### DESCRIPTION OF THE TASK:
Scan the data that follows and count the lines with the string "stream"; answer with the count alone.

### DATASET ENTRIES:
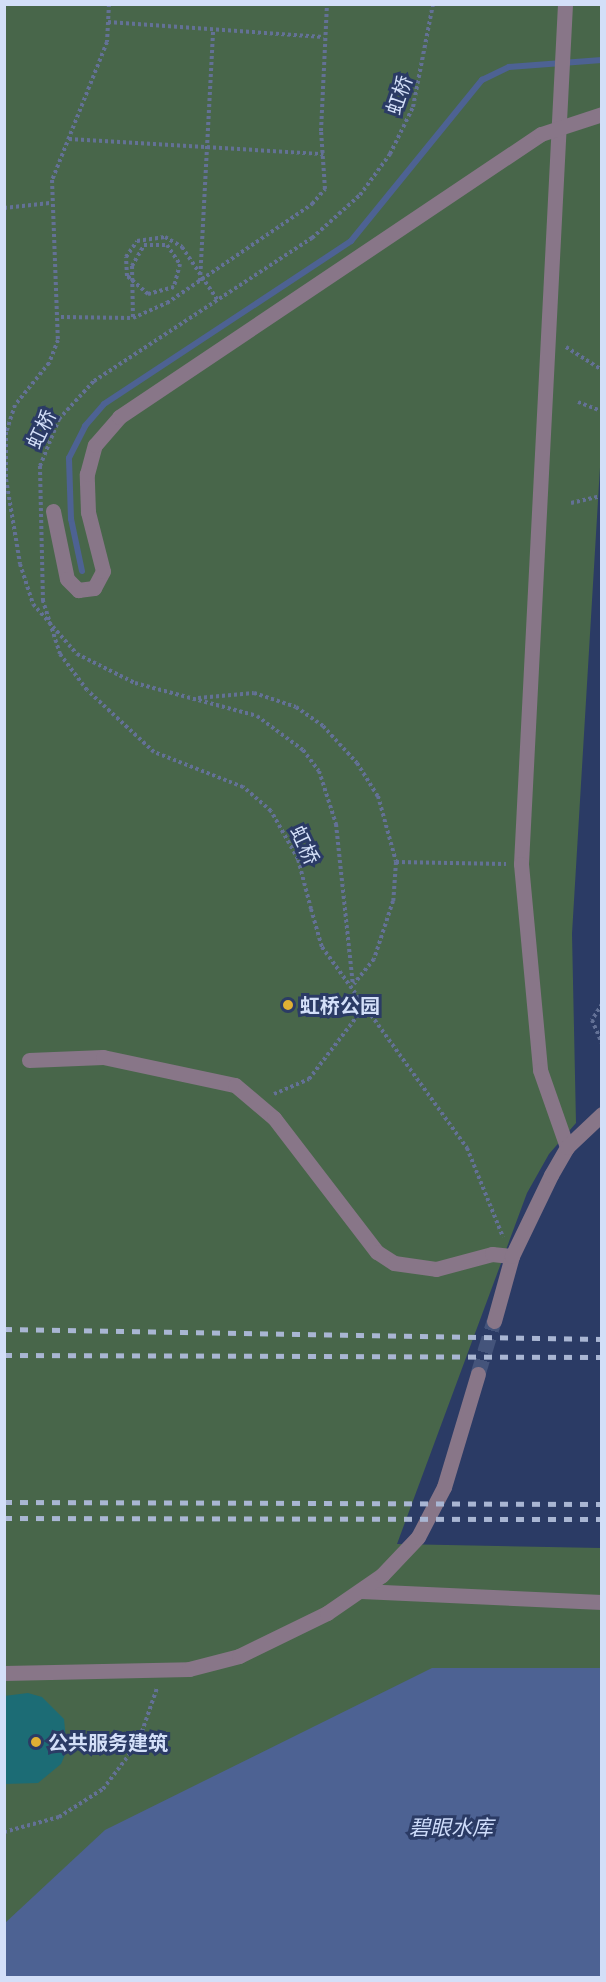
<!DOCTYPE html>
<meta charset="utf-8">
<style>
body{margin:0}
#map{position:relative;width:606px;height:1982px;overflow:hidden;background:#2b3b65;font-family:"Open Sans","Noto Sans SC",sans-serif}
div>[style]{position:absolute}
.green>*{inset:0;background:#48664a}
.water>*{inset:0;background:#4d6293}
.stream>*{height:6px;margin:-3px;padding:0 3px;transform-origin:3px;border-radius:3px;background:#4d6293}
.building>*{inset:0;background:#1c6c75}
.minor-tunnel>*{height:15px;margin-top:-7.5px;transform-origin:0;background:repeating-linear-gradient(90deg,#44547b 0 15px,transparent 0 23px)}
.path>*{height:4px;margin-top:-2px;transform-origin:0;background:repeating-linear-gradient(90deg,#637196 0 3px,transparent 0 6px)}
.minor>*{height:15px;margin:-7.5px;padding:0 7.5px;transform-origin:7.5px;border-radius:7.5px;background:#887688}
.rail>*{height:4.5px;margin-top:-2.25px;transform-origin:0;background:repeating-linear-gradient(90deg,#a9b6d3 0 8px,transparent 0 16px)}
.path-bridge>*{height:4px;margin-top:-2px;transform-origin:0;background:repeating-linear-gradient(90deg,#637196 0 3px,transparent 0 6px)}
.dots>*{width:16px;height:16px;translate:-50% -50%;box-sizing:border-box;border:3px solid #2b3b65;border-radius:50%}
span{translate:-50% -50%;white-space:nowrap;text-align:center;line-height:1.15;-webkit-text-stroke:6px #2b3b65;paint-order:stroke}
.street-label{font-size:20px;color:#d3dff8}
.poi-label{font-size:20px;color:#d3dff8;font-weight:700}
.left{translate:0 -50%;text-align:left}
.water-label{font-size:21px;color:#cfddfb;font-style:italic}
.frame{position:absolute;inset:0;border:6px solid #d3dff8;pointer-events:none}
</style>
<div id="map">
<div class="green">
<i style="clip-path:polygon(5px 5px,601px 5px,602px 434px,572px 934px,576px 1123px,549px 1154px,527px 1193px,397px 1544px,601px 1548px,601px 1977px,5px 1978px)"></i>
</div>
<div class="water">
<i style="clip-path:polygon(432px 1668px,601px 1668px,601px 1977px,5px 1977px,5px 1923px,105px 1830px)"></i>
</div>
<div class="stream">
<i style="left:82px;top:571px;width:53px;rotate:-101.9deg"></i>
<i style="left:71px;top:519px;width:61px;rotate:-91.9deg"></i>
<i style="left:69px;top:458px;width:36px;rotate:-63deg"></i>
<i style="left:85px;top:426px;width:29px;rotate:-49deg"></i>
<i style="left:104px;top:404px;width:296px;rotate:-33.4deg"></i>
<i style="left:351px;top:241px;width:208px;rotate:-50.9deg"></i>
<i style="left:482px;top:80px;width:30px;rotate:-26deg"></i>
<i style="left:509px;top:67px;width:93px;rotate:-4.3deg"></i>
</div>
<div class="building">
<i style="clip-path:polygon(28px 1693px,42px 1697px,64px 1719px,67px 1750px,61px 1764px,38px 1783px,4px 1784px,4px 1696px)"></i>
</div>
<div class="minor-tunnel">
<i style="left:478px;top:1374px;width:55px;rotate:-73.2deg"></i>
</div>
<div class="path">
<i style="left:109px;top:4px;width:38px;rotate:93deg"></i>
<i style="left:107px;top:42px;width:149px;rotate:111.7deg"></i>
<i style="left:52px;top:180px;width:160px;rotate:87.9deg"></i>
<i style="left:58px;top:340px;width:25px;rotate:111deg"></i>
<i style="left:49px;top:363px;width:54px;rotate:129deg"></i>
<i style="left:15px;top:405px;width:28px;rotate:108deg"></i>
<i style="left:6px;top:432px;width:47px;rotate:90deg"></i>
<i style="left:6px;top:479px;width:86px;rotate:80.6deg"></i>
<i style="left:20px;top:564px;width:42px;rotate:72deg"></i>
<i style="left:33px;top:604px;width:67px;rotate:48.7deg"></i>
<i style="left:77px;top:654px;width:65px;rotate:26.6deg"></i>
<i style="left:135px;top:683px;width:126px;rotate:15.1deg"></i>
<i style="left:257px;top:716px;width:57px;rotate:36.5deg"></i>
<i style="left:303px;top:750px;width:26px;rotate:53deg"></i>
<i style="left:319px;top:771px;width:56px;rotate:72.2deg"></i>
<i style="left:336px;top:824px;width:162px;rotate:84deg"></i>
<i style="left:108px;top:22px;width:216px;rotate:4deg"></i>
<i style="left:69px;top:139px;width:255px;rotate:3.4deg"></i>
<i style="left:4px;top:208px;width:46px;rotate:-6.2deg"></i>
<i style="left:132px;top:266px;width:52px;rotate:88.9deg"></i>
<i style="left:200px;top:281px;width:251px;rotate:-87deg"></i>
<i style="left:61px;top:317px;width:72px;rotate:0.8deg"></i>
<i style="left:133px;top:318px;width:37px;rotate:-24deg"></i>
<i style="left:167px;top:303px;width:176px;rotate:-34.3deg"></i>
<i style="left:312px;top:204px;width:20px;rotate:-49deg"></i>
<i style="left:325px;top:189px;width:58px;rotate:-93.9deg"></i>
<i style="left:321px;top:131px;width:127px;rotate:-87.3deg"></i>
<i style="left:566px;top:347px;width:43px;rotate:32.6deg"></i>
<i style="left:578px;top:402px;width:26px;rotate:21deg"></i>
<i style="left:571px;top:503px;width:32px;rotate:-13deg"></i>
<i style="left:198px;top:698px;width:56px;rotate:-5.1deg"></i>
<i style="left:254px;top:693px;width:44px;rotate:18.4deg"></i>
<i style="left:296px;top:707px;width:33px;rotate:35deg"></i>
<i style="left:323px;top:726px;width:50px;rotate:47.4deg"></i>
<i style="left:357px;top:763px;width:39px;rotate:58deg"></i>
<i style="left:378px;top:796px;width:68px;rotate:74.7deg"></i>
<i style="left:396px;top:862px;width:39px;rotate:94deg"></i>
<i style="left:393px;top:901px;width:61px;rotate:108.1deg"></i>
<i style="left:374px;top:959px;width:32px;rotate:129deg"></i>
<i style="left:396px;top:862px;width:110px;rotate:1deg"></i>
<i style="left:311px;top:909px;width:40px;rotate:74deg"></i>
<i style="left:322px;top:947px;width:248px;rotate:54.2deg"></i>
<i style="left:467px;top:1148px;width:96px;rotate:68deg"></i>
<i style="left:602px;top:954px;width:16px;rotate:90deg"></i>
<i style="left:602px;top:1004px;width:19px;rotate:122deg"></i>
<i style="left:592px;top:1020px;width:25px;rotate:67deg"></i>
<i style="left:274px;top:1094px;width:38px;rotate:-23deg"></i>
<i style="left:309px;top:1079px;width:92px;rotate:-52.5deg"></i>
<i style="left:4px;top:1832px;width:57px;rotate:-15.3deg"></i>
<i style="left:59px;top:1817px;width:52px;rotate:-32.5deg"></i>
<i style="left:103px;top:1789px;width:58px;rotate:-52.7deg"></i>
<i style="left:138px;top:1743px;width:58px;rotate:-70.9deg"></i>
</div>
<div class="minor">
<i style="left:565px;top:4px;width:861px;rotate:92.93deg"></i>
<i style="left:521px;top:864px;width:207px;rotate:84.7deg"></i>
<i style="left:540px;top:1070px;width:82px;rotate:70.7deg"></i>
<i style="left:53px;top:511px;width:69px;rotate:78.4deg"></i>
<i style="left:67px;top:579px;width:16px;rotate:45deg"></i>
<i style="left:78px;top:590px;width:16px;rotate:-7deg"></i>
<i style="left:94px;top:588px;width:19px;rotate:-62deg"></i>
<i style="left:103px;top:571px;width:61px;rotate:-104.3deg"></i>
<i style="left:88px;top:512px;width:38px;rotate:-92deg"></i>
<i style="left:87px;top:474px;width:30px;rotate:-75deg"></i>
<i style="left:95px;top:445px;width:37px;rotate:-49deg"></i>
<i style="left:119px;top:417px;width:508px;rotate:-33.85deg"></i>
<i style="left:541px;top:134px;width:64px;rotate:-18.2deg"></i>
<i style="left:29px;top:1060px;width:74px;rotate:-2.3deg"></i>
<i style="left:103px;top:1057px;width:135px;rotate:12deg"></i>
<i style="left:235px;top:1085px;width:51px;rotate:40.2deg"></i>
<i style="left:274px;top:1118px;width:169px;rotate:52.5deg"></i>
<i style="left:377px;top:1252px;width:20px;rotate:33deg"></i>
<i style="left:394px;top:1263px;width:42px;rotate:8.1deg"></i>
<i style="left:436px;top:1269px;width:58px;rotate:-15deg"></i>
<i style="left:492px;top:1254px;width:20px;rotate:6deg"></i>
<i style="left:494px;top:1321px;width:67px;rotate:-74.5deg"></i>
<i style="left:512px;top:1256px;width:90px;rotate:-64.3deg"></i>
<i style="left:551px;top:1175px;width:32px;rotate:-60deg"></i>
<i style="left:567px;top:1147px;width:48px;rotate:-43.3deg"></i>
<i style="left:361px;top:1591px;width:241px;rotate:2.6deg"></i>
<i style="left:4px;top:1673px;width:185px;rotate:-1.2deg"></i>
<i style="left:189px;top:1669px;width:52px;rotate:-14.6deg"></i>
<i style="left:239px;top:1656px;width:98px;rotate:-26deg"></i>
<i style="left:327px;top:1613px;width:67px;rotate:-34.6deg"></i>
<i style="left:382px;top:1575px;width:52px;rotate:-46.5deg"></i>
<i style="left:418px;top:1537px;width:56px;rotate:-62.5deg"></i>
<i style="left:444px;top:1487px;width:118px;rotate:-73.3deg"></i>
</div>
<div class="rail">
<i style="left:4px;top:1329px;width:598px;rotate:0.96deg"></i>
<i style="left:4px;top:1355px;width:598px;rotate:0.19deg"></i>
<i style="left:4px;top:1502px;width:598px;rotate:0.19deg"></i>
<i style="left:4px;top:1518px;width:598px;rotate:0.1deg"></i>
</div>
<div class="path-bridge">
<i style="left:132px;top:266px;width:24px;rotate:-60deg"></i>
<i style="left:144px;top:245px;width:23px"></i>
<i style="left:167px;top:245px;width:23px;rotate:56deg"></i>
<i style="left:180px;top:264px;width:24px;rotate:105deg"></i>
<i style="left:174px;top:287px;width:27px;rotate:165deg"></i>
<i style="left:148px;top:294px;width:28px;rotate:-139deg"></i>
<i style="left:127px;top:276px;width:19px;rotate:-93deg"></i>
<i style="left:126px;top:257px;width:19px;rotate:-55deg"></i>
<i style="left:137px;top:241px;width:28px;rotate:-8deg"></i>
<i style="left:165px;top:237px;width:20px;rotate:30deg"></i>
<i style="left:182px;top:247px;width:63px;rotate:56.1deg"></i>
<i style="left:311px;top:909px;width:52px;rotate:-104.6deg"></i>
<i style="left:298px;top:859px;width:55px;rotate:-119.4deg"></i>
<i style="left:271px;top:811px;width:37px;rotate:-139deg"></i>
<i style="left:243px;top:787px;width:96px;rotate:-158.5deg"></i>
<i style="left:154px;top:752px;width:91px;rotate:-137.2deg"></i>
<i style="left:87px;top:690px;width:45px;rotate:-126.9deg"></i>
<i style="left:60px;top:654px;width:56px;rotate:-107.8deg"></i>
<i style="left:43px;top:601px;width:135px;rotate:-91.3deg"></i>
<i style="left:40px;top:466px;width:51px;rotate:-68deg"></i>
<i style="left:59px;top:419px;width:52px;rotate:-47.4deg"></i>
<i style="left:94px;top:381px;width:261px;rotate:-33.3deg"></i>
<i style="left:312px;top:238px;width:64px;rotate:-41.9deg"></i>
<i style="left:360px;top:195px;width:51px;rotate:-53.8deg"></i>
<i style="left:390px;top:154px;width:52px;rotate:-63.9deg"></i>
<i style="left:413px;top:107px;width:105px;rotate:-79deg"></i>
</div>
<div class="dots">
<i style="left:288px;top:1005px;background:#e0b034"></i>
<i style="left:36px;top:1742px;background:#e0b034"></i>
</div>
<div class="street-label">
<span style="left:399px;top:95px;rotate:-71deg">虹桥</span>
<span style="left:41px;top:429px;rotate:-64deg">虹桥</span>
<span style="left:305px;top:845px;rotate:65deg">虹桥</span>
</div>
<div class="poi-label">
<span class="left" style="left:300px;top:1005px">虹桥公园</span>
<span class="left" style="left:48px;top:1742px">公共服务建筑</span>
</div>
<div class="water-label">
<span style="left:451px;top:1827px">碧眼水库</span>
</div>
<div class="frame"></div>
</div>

### RESPONSE TO THE TASK:
2